Depuis 2014, elle suivait des formations de temps en temps, y compris une formation médicale, elle fréquentait des champs de tir, s’entraînait avec la défense territoriale. Elle est capable de tirer au fusil et connaît des bases de la médecine tactique, elle est aussi en bonne forme physique.

«Nous nous entraînons tous les jours. J’essaie de ne pas rater les entraînements, ça me maintient en forme. On fait du service de garde, on aménage des positions et la vie quotidienne. Selon moi, la guerre est à 80% logistique. Du point de vue de la gestion, une unité est quelque chose qui ressemble à la fois à un camp pour enfants et à une organisation publique. Il n’y a pas ici de division particulière par genre, la répartition des rôles est fonctionnelle. Cependant, les filles sont moins souvent aux services de garde, on les ménage», explique Ievgeniia.

Les uns organisent des procès, la logistique. D’autres qui ont d’expérience de combat ou des compétences d’instructeur donnent des cours, entraînent les autres. Certains sont en contact avec des bénévoles, organisent des repas .
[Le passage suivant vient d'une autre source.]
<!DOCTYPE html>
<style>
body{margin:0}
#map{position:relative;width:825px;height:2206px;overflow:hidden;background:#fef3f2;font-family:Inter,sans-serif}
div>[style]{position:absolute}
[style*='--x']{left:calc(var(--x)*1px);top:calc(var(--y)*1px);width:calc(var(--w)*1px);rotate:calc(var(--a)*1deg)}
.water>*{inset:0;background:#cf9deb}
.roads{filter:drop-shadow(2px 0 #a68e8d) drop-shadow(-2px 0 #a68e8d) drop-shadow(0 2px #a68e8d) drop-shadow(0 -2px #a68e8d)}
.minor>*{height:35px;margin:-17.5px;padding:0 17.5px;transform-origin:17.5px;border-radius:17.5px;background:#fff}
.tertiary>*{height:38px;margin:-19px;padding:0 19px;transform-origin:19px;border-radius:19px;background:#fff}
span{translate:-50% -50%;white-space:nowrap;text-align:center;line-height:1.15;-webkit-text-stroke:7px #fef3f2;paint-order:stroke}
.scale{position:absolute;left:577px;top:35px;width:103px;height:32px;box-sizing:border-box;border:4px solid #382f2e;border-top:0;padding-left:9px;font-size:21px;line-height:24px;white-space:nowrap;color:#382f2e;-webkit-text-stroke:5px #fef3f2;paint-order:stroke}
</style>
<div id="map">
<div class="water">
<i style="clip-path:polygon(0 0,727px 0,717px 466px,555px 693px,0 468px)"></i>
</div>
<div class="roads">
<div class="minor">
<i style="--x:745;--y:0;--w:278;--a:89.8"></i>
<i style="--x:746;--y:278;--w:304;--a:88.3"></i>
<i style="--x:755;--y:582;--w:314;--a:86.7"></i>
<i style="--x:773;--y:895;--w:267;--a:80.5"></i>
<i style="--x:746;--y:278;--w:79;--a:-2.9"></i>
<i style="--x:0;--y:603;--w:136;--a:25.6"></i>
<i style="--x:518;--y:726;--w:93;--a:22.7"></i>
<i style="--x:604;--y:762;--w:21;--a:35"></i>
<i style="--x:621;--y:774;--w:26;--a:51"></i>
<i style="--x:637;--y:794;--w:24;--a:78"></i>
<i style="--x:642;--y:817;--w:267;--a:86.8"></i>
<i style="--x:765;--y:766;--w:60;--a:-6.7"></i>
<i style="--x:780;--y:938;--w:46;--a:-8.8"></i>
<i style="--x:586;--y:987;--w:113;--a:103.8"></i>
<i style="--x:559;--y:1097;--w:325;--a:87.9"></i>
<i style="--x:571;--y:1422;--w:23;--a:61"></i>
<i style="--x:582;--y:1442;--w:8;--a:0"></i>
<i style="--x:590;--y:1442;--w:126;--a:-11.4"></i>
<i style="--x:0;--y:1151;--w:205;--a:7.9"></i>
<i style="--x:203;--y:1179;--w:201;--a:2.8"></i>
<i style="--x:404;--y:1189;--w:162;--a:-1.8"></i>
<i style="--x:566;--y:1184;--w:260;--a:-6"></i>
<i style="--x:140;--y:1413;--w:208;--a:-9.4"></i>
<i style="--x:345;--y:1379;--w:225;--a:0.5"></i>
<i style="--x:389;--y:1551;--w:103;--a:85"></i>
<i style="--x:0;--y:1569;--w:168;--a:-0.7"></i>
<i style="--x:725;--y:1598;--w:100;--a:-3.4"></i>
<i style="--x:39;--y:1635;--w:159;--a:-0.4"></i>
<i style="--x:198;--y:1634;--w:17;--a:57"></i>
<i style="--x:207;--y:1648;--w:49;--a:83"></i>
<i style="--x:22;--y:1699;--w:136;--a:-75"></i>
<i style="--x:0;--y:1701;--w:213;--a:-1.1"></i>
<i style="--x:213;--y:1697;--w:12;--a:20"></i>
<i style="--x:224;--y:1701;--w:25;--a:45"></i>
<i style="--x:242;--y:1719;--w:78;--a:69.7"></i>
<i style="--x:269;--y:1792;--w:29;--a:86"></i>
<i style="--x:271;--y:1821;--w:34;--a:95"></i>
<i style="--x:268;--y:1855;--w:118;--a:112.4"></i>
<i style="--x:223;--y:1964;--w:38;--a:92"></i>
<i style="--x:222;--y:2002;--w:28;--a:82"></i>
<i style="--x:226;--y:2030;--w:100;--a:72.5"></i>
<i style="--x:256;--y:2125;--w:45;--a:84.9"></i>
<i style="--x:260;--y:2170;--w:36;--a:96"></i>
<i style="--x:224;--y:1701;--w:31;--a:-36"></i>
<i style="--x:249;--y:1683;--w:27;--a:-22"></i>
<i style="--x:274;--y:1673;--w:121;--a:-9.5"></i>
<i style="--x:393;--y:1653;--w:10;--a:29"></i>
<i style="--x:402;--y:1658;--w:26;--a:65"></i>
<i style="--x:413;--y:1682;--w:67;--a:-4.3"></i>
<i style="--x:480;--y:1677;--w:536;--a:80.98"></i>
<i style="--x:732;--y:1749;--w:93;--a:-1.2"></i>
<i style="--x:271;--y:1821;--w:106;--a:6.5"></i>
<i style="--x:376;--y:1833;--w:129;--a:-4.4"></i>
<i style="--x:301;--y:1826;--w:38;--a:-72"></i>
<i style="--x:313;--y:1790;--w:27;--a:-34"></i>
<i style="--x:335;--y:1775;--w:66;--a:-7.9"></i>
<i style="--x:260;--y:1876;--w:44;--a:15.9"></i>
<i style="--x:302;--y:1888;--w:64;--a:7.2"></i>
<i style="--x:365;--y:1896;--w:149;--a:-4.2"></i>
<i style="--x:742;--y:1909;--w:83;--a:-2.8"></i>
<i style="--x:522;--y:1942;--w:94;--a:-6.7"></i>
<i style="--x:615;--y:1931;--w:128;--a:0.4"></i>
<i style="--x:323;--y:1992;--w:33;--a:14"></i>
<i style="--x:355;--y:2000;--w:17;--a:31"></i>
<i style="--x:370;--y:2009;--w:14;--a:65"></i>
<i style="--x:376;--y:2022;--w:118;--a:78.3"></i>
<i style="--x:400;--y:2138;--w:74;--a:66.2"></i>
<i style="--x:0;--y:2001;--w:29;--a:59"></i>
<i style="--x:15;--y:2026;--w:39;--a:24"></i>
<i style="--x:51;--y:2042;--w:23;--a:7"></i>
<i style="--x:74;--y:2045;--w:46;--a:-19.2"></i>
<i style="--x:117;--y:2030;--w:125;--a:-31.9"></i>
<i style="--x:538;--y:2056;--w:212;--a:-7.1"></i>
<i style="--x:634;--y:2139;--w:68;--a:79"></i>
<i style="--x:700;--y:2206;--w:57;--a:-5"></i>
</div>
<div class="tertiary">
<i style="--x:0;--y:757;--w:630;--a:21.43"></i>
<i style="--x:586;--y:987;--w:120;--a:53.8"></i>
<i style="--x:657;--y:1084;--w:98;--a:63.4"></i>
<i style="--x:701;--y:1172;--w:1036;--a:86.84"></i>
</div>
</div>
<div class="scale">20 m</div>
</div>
«Mon état d’esprit actuel est une colère saine, comme chez un être qui est à sa place. Qui est au maximum  » ici et maintenant « . Je suis là où je dois être. Je fais ce que je dois faire. J’espère que cela est  efficace».
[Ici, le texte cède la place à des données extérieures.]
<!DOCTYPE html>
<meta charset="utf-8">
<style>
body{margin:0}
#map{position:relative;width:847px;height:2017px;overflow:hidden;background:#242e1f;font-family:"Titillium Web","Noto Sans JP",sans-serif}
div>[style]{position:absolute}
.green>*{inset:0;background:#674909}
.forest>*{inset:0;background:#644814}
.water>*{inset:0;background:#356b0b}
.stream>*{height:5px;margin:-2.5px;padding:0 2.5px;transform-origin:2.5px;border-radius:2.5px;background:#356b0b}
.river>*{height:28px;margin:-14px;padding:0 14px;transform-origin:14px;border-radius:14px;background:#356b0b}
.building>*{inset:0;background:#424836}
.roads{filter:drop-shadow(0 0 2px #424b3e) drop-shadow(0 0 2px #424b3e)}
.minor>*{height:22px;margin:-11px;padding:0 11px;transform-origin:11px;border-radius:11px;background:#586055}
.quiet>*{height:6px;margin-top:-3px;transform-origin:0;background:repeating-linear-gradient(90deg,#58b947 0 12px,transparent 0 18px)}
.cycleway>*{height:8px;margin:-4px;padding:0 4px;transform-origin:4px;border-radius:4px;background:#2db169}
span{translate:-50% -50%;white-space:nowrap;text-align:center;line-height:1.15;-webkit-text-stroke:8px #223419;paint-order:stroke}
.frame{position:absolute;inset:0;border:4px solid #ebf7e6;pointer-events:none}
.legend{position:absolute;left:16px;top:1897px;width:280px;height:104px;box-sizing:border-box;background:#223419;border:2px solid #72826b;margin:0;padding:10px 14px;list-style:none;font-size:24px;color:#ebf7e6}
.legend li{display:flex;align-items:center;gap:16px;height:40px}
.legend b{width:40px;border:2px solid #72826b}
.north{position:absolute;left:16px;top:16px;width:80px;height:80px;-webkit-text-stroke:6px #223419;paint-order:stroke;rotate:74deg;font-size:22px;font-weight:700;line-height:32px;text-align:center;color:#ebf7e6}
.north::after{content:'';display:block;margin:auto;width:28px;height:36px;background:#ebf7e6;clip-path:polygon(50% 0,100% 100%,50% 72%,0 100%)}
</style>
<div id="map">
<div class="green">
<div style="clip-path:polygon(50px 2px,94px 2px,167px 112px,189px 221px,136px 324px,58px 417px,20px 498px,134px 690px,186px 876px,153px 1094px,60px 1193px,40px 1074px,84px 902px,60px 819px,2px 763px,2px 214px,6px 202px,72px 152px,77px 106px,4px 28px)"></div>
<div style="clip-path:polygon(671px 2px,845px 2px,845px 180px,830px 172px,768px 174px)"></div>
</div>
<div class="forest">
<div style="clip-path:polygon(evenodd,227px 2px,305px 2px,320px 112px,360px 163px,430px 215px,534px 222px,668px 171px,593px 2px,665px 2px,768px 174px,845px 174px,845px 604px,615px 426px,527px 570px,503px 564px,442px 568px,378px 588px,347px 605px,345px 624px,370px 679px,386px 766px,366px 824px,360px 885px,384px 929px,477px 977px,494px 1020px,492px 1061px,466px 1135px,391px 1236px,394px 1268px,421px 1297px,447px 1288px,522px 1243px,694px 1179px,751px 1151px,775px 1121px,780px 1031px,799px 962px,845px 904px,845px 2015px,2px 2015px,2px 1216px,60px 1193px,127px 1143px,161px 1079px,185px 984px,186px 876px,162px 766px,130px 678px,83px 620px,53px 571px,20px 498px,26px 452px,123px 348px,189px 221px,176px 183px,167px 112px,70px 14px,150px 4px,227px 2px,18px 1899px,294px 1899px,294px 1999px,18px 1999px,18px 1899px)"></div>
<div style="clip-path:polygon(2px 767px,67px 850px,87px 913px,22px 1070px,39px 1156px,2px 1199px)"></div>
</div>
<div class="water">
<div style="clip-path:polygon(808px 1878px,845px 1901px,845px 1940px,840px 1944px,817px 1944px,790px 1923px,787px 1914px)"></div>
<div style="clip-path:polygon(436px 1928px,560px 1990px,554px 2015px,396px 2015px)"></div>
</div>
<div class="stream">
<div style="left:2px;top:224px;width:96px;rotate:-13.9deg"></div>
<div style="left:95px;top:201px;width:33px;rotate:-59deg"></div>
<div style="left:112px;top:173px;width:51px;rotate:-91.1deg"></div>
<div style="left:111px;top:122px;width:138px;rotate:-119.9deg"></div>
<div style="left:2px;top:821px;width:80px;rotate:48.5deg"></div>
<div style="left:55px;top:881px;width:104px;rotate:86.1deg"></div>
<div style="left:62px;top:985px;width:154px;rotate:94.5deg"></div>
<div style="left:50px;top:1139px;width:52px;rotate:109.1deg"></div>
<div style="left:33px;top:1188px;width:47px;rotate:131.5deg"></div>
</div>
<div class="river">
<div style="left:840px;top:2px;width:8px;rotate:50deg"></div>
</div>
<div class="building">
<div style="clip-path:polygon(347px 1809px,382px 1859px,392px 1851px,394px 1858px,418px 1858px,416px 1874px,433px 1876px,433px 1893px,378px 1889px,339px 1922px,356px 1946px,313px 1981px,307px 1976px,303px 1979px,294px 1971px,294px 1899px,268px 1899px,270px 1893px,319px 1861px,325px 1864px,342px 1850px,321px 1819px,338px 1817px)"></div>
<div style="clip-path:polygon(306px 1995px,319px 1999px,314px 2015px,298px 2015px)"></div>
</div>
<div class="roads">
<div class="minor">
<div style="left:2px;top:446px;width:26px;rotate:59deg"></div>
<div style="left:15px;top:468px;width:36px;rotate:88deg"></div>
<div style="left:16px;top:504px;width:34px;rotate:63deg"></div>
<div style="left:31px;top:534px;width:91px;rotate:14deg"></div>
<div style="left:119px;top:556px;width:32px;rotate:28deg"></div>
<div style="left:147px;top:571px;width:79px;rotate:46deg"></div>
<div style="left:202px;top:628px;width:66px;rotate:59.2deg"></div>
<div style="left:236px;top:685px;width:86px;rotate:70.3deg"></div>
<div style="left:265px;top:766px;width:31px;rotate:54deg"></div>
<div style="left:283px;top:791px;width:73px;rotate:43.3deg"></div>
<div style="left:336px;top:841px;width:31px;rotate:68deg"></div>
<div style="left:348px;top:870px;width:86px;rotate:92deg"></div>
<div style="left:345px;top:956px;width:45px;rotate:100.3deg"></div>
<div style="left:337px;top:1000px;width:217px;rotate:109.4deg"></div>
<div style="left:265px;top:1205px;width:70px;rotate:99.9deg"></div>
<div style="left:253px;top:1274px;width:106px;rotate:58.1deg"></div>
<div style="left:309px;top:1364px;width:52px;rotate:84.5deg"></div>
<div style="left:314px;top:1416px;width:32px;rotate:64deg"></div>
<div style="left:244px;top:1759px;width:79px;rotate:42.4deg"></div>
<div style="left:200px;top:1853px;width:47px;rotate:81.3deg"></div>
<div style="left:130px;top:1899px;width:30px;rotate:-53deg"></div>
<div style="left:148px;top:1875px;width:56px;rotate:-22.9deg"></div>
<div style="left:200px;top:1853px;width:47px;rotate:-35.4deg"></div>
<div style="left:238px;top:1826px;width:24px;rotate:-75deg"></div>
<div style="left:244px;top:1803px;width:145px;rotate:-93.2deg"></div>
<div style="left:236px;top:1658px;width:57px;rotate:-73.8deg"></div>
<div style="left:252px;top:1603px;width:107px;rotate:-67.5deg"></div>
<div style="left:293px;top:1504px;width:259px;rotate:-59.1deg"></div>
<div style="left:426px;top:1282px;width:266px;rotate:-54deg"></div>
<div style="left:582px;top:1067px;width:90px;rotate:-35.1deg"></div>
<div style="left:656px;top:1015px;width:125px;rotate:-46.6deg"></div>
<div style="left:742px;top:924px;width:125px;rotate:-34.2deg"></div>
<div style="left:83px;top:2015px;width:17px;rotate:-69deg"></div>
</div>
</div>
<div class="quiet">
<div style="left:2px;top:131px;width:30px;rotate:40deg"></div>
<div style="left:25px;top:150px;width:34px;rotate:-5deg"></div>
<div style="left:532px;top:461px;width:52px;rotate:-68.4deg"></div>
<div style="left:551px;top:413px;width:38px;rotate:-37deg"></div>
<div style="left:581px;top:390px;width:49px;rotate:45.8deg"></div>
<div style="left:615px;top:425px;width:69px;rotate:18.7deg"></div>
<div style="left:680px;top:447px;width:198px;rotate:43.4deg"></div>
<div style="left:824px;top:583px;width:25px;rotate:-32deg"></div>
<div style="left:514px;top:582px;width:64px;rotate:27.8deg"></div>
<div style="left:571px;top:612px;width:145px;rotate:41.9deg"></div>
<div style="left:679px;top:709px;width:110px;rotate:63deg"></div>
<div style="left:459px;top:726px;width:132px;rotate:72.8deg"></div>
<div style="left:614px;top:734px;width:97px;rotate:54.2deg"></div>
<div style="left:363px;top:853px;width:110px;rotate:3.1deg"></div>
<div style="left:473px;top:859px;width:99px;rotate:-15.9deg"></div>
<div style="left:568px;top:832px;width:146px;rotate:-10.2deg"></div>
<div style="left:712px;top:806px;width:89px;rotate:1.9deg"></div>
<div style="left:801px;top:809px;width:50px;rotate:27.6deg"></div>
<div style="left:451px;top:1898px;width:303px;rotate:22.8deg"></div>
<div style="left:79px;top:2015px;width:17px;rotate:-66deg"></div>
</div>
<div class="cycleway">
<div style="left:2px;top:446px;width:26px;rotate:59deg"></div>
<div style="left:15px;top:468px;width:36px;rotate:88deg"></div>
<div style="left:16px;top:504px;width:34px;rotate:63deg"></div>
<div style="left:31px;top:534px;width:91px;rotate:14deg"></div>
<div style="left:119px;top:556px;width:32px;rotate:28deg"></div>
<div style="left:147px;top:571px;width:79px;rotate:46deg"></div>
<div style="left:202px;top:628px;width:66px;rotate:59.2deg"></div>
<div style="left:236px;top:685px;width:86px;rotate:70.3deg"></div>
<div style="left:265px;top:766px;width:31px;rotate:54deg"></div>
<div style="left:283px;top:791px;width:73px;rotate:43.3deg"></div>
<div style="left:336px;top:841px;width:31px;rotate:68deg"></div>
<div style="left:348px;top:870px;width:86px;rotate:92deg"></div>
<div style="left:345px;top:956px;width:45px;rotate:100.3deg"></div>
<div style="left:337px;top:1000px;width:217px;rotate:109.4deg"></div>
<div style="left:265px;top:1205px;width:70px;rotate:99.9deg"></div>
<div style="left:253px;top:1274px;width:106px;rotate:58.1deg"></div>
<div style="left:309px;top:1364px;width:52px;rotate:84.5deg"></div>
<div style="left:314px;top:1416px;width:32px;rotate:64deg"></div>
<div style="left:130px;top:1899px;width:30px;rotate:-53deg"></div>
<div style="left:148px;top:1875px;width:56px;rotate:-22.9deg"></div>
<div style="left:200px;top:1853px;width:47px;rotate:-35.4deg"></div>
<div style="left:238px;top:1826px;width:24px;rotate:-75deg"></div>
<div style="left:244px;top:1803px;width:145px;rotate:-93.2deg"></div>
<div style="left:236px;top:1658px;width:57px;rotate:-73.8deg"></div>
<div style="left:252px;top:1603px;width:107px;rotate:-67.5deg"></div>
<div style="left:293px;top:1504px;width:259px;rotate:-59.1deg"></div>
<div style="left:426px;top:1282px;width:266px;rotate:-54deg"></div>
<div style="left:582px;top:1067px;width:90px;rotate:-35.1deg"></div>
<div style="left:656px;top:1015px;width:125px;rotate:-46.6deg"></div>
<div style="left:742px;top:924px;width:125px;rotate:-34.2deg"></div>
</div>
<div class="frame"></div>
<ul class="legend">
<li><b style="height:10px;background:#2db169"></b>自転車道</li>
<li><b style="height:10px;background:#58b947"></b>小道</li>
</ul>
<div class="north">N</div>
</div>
«Le soutien des parents, des amis, des  collègues, des connaissances et des étrangers est très agréable. Celui de toute l’Ukraine, y compris la Crimée, du monde entier, même des prisons biélorusses et russes. Celui de la lointaine montagne Ararat, de la République Tchèque, de la Norvège, de la Pologne, des Etats Unis… Mes parents sont en sécurité. Je ne m’inquiète pas».

Elle avoue que les propositions constantes de s’évacuer quelque part sont un peu énervantes : «c’est définitivement nécessaire» et «c’est définitivement dangereux» dit-on. «Nous sommes ici précisément parce que c’est dangereux. Pour  éliminer le danger. Pour défendre Kyiv. Nous ne sommes pas ici pour prendre des photos avec des mitrailleuses quand c’est calme et on ne tire pas. Plus que ça : pour les militaires en général, ce n’est plus une évacuation, mais une désertion. Nous avons signé un contrat et prêté serment.»

Lorsqu’on lui demande ce qu’elle fera après la victoire, Ievgeniia Zakrevska répond, «Je prévois de nager à Laspi (une baie sur la côte de Crimée), de monter ensuite à Chatyr-Dag et d’y boire un café.»